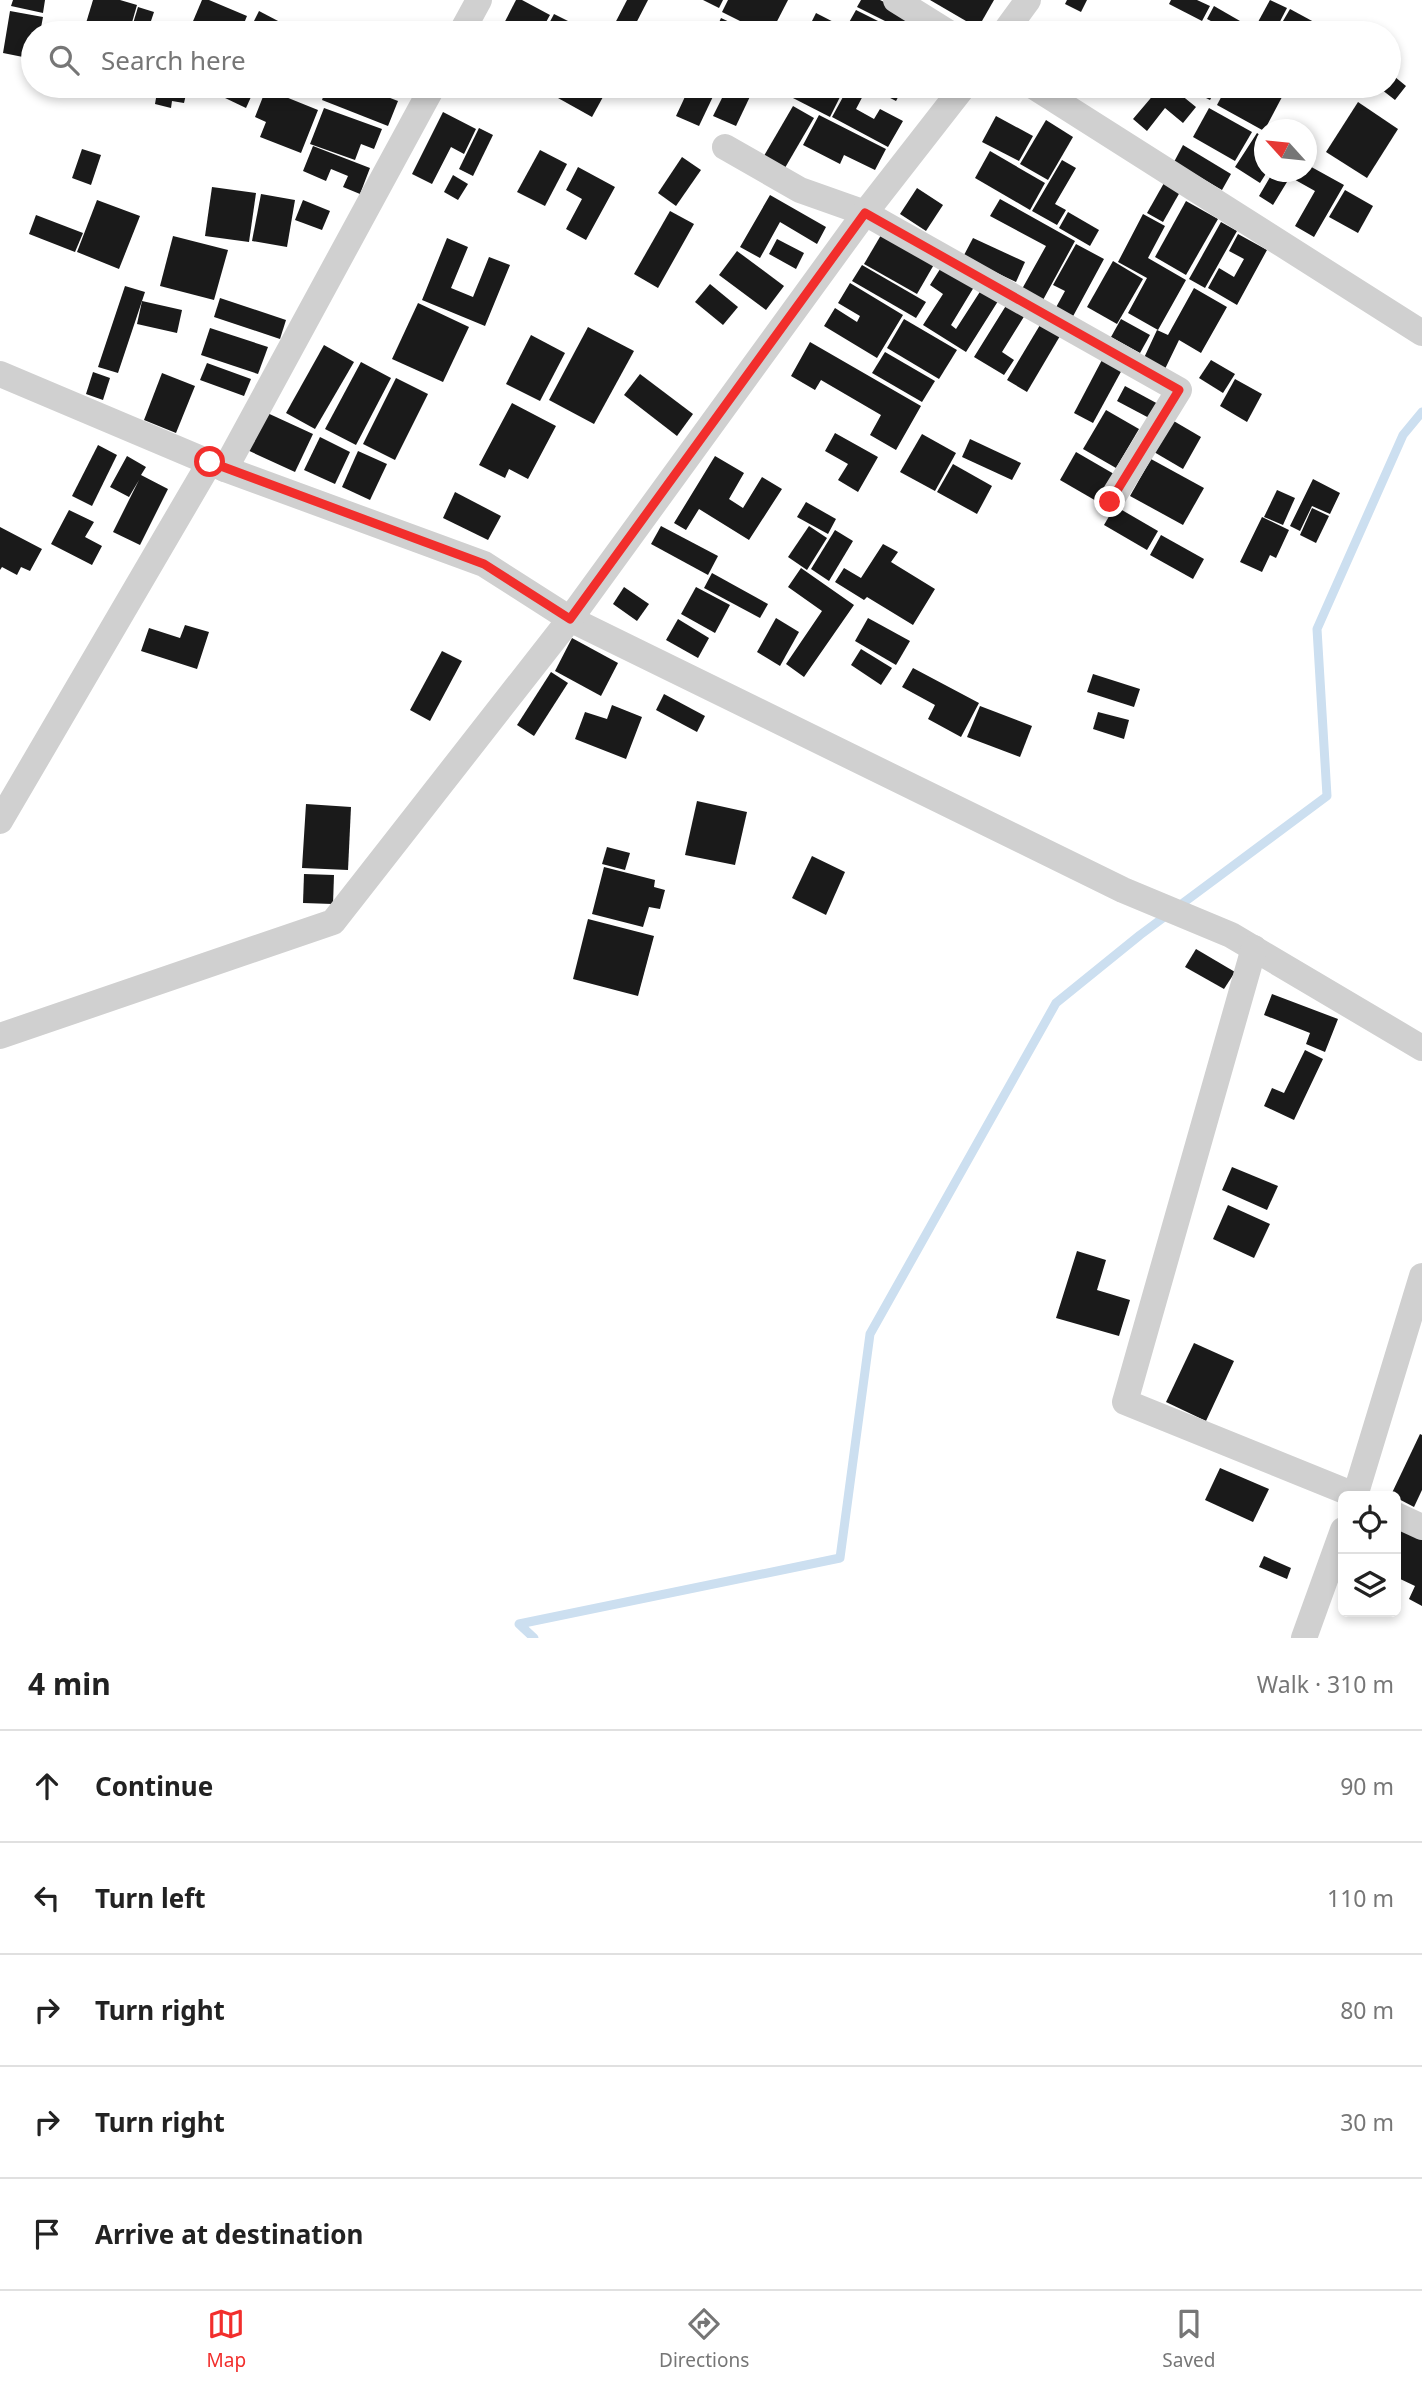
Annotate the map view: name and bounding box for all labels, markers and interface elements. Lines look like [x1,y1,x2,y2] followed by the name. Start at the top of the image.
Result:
* * *
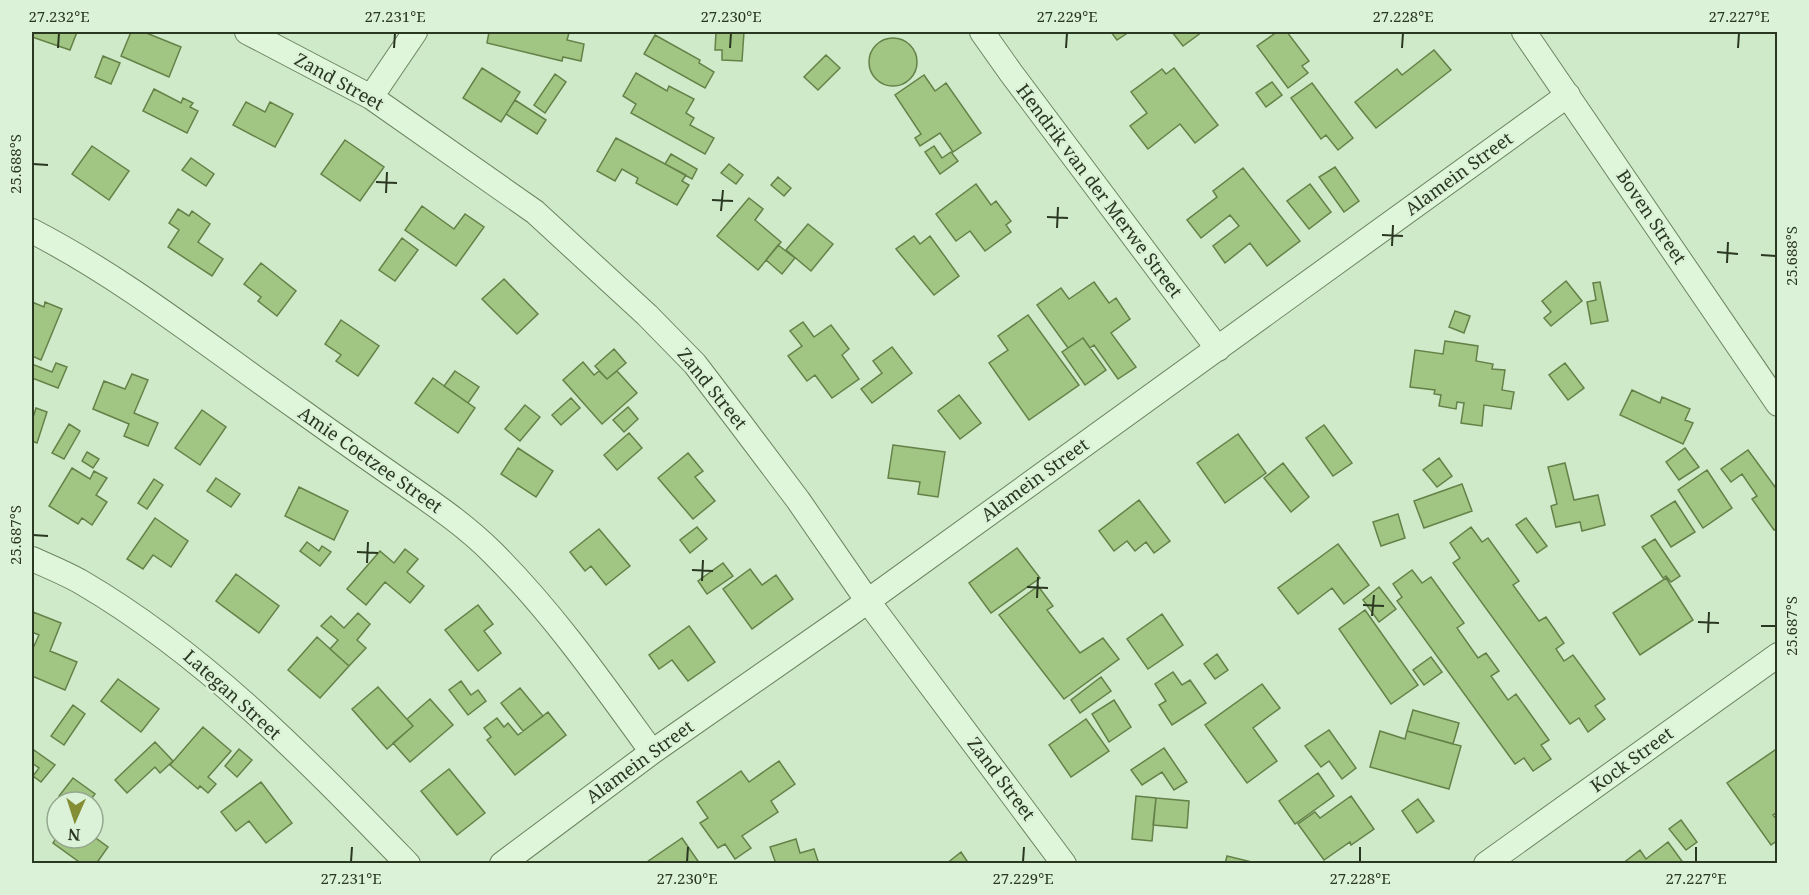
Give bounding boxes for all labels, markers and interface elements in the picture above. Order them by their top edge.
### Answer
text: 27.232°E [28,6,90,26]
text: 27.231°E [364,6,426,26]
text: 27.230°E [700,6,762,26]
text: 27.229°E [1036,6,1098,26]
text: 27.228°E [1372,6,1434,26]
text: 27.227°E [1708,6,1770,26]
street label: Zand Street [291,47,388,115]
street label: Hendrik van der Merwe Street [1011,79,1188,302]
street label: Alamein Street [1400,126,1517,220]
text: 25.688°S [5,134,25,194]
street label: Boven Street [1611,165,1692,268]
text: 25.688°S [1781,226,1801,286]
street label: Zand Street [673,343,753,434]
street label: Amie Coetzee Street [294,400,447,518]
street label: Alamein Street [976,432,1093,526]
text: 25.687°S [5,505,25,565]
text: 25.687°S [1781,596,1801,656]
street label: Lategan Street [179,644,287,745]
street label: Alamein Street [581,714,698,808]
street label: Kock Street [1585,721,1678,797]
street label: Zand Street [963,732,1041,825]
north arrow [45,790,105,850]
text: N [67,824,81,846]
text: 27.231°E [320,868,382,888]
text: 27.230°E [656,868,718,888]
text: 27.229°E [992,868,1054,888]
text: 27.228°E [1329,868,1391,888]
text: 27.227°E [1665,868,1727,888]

PROBLEM REQUIREMENTS >>
Read the entries above, then pull out the lines that include "markers".

ANSWER BELOW >>
Annotate the map view: name and bounding box for all labels, markers and interface elements. Lines look like [x1,y1,x2,y2] followed by the name. Start at the top of the image.
Give bounding boxes for all labels, markers and interface elements in the picture above. Order them by their top edge.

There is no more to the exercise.